The single channel permeability estimated from our results can be compared with the results from Nakhoul et al. (22), Prasad et al. (24), and Yang et al. (25) from experiments with oocytes, erythrocytes, and proteoliposomes containing AQP1. As discussed by Yang et al. (25), the results reported by Nakhoul et al. (22) refer to a single channel CO₂ permeability of 1−2 × 10⁻¹⁴ cm³/s, whereas the results reported by Prasad et al. (24) give ∼5 × 10⁻¹⁵ cm³/s. Yang et al. (25) did not observe AQP1-mediated CO₂ permeation and reported an upper limit of 3 × 10⁻¹⁶ cm³/s. Therefore, our estimate of ∼1 × 10⁻¹⁵ cm³/s most closely matches the result by Prasad et al. and the upper limit by Yang et al.

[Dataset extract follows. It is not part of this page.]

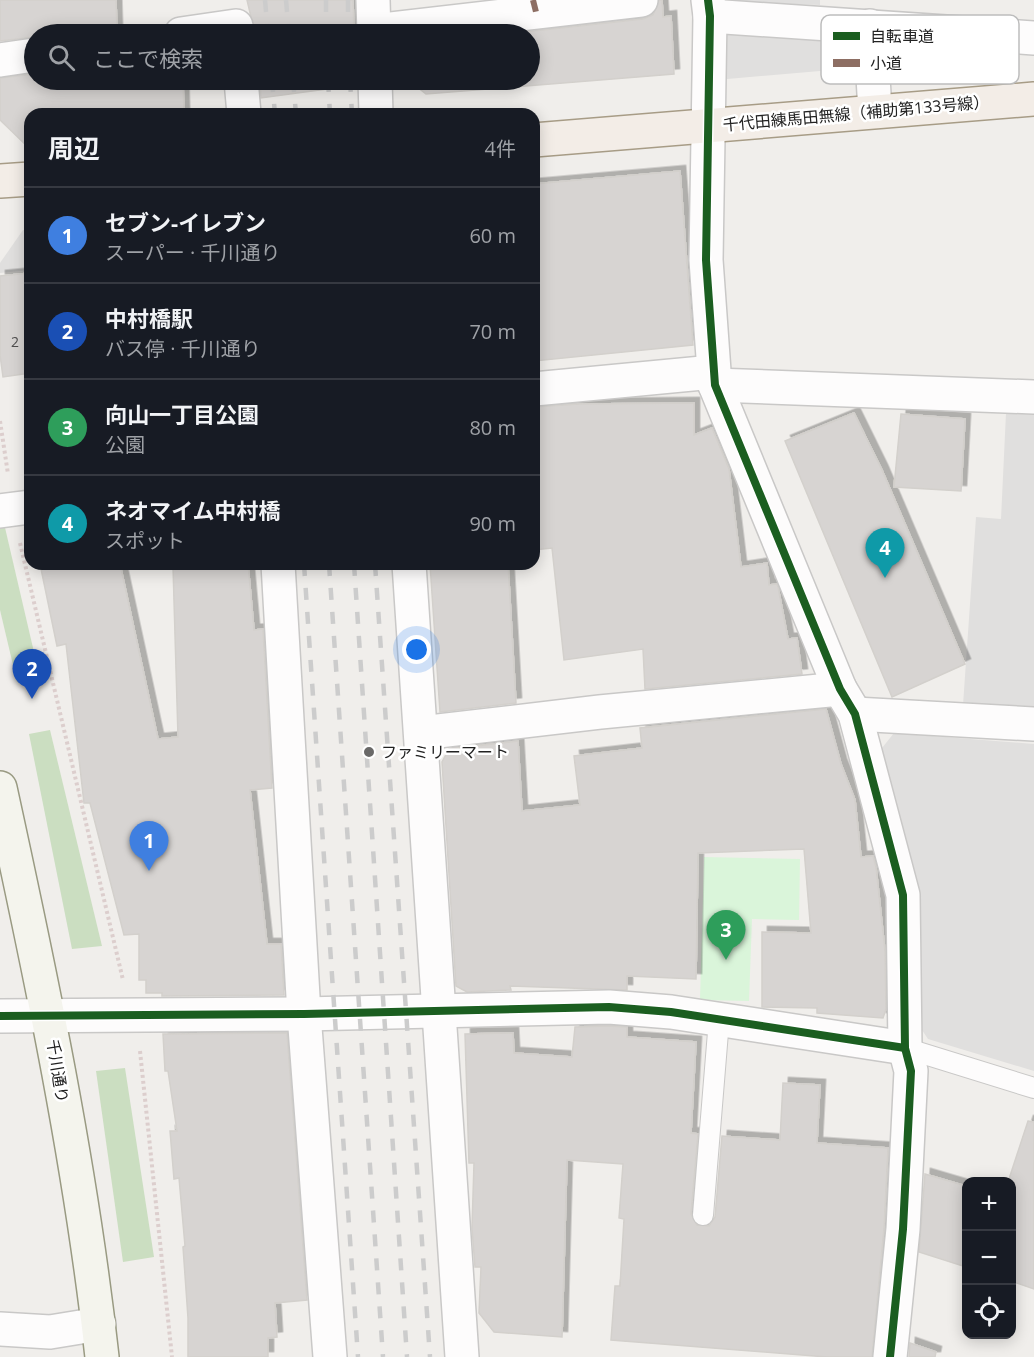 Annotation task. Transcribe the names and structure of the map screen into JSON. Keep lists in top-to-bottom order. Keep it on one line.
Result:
{"streets":{"main road":["千代田練馬田無線（補助第133号線）","千川通り"]},"places":["ファミリーマート"],"house_numbers":["2"],"legend":["自転車道","小道"],"page":{"search":"ここで検索","heading":["周辺","4件"],"list":[{"mark":"1","name":"セブン-イレブン","note":"スーパー · 千川通り","value":"60 m"},{"mark":"2","name":"中村橋駅","note":"バス停 · 千川通り","value":"70 m"},{"mark":"3","name":"向山一丁目公園","note":"公園","value":"80 m"},{"mark":"4","name":"ネオマイム中村橋","note":"スポット","value":"90 m"}],"pins":["4","2","1","3"],"map_buttons":["+","−"]}}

A second possible pathway through AQP1 would be the central pore along the fourfold axis of the tetramer. Due to its hydrophobicity the central pore is neither filled by water nor does it conducts water (see Fig. 1 c). Two major barriers for CO₂ permeation can be identified: first, a barrier of ∼12 ± 2 kJ/mol at z = 7.5 Å is located near the extracellular entrance to the central cavity, surrounded by the 4 Val-50 of the 4 monomers. In this region CO₂ molecules lose favorable interactions to neighboring water molecules (compare Fig. 3 c, green and red lines). A second barrier of the same height is found ∼7 Å above the first one. Here, the CO₂ is surrounded by the 4 Asp-48, and hence, it is likely that CO₂ competes with water for hydrogen bonds to Asp-48. The barrier translates into a permeability coefficient of P_f = 0.1 cm/s for the central cavity, referring to the area of an AQP1 tetramer, or a unit permeability coefficient of p_f = 4 × 10⁻¹⁴ cm³/s.

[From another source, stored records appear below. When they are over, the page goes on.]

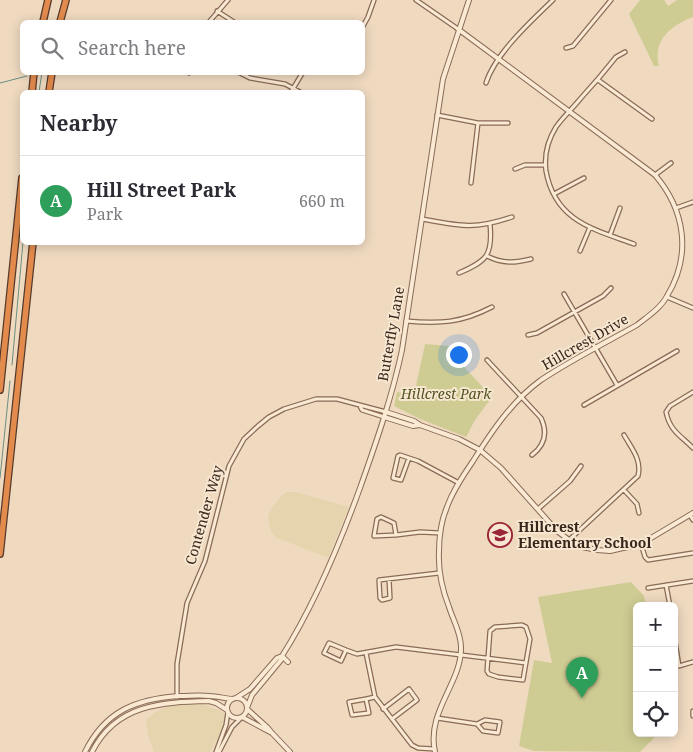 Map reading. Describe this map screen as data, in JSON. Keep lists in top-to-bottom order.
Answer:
{
  "streets": {
    "street": ["Butterfly Lane", "Hillcrest Drive", "Contender Way"]
  },
  "crossings": [
    ["Butterfly Lane", "Hillcrest Drive"],
    ["Butterfly Lane", "Contender Way"]
  ],
  "parks": ["Hillcrest Park"],
  "places": {
    "school or university": ["Hillcrest Elementary School"]
  },
  "page": {
    "search": "Search here",
    "heading": "Nearby",
    "list": [
      {
        "mark": "A",
        "name": "Hill Street Park",
        "note": "Park",
        "value": "660 m"
      }
    ],
    "map_buttons": ["+", "−"],
    "pins": "A"
  }
} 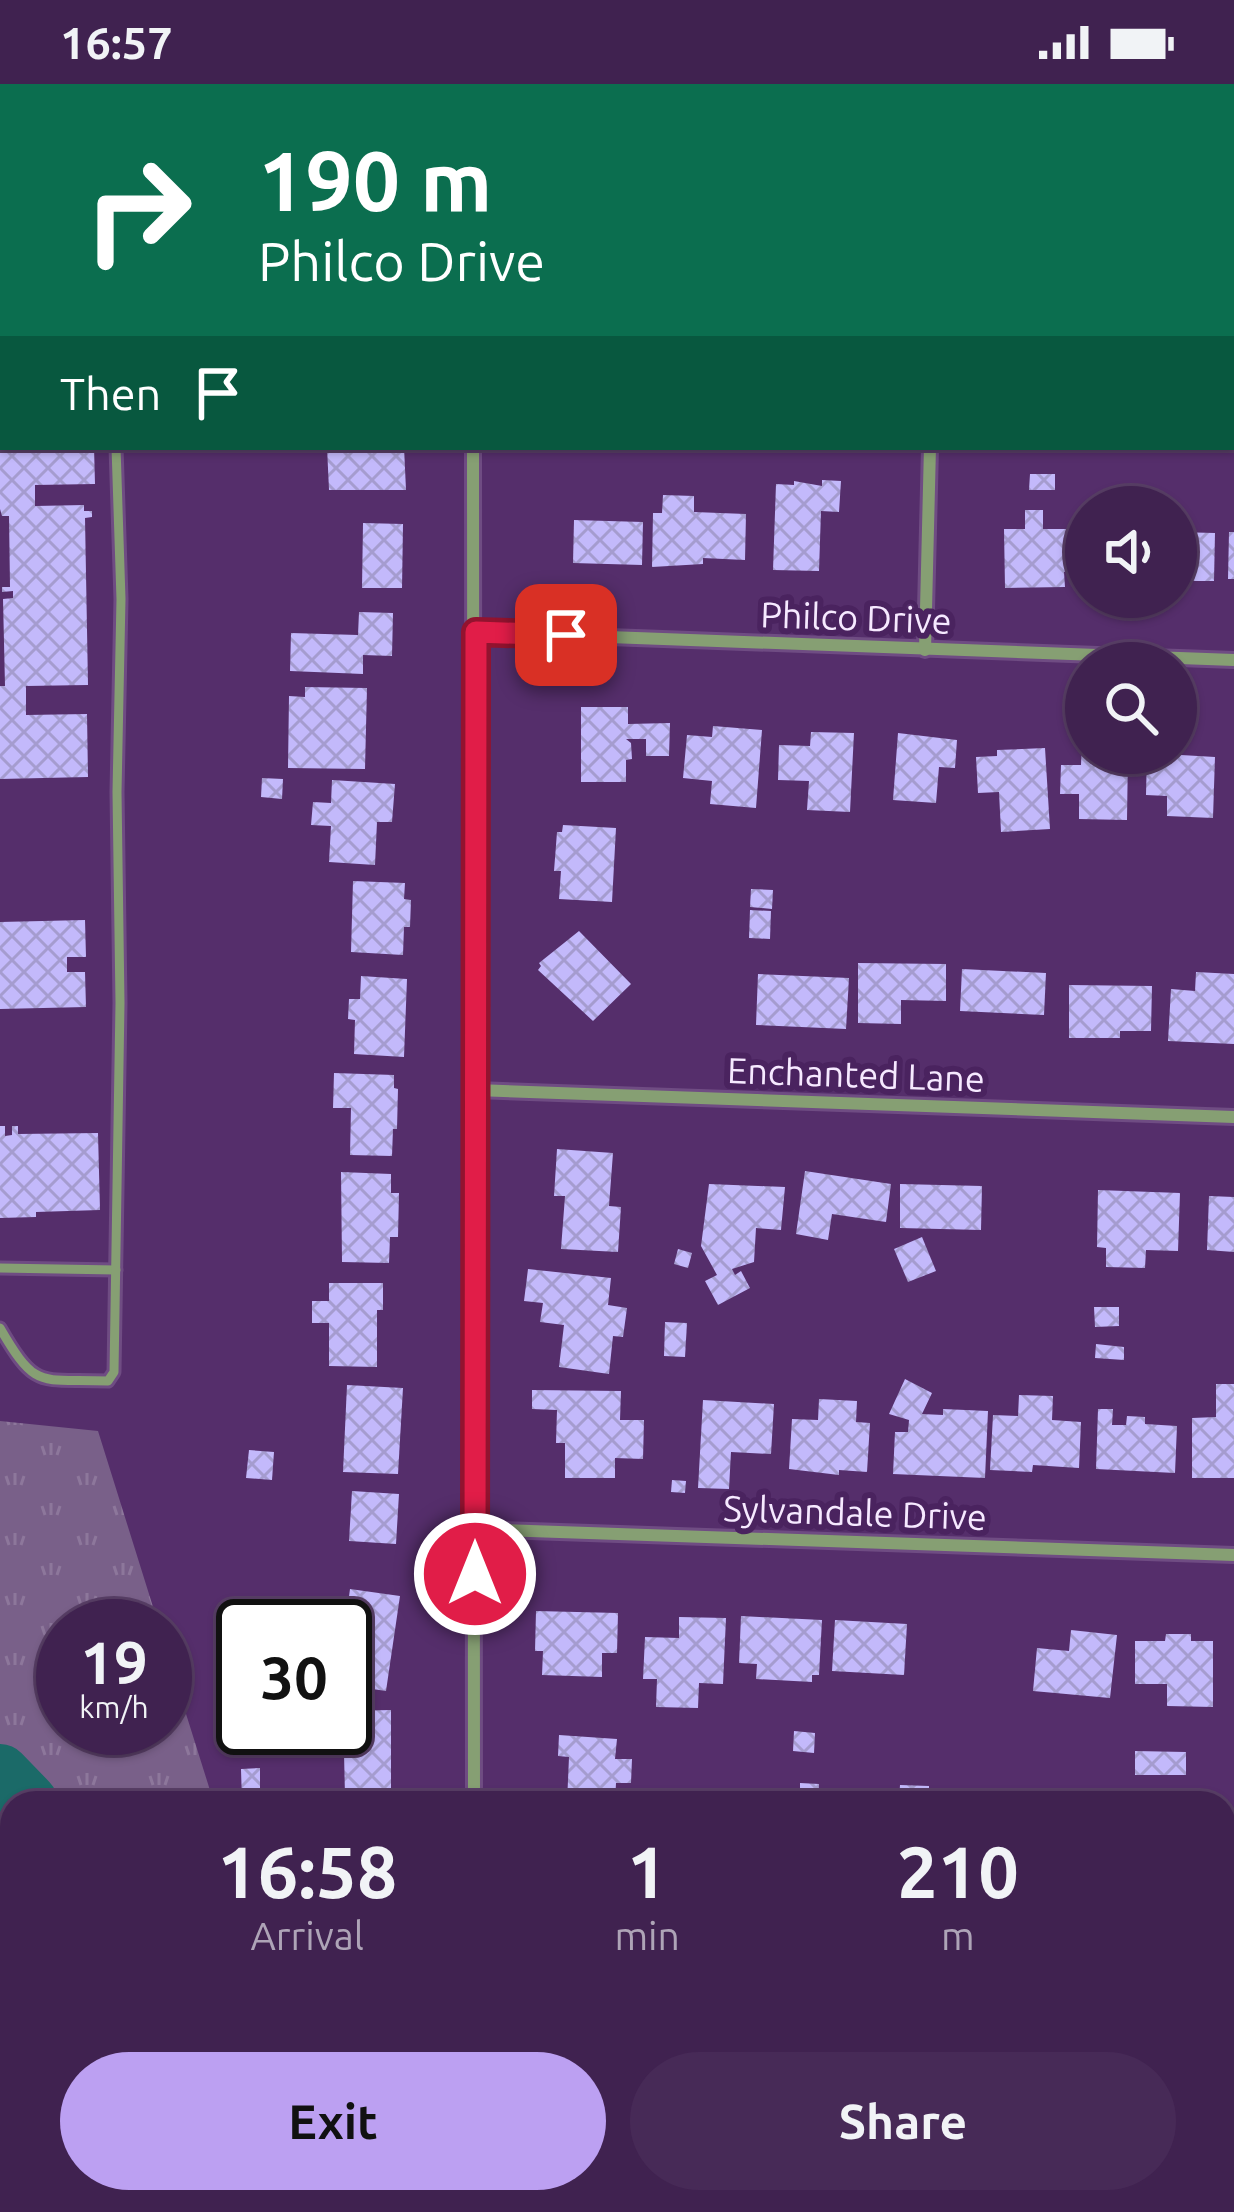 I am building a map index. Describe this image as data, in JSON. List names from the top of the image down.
{
  "streets": {
    "street": ["Philco Drive", "Enchanted Lane", "Sylvandale Drive"]
  },
  "page": {
    "status": "16:57",
    "turn": ["190 m", "Philco Drive"],
    "then": "Then",
    "speed": "19 km/h",
    "limit": "30",
    "eta": [
      "16:58",
      "Arrival",
      "1",
      "min",
      "210",
      "m"
    ],
    "buttons": ["Exit", "Share"]
  }
}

The free energy barrier for CO₂ permeation through the central cavity is significantly smaller than for the monomeric channel. When taking into account that each tetramer contributes four monomeric channels and one central pore, these barriers would imply that ∼10% of AQP1-permeated CO₂ would be expected to permeate via the monomeric channels. Note, however, that in these calculations we have assumed an empty central channel. Should an ion or organic molecule be bound in the central cavity under physiological conditions (like in the recently resolved structure of an aquaporin-Z tetramer (49)), this would be expected to drastically increase the barrier for CO₂ permeation through the central pore. Experiments with mercurial AQP1 blockers and with the C189S mutant suggest that AQP1-mediated CO₂ permeation takes place through the monomeric pore (23,24), which would imply that, indeed, the central channel is blocked under the experimental conditions.

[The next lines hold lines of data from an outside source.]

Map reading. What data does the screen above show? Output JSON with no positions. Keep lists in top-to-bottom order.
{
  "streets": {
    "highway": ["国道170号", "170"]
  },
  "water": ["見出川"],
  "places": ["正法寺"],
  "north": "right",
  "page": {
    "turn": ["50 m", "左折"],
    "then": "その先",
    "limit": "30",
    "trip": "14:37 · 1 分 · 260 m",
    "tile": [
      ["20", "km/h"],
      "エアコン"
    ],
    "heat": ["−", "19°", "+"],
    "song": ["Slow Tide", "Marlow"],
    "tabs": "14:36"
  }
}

The tobacco aquaporin NtAQP1 was recently reported to facilitate physiologically relevant CO₂ permeation (32). The pore region of NtAQP1 is highly similar to human AQP1, with the residues surrounding the major barriers in the NPA and ar/R region fully conserved among the two proteins (32). Our results suggest that—if the central channel is blocked—aquaporin-mediated CO₂ permeation is expected to play a significant role in photosynthesis only if the plant cell membranes have a low intrinsic CO₂ permeability, with an activation barrier well above 20 kJ/mol. However, since the structure of the central pore of NtAQP1 is unknown, we cannot exclude that permeation via the central pore lowers the effective barrier.

CONCLUSIONS

Taken together, these results suggest that CO₂ permeation through AQP1 can be expected to play a physiological role only in membranes with a low intrinsic CO₂ permeability, such as membranes of cells exposed to an inhospitable environment (26,31). Membranes with similar physicochemical characteristics to POPE are highly permeable to CO₂, rendering a physiological role for AQP1-mediated CO₂ permeation in such membranes unlikely. The role of AQP1 mediated CO₂ permeation in red blood cells, mammalian lungs and other tissues therefore depends on the intrinsic CO₂ permeability of the surrounding membrane. Only for membranes with an activation barrier well above 20 kJ/mol or an empty central channel can AQP1-mediated CO₂ permeation be expected to play a major role, if a high enough expression level is provided. An interesting test of this hypothesis would be an evaluation of the CO₂ permeability of vesicles with different lipid composition and different levels of embedded AQP1.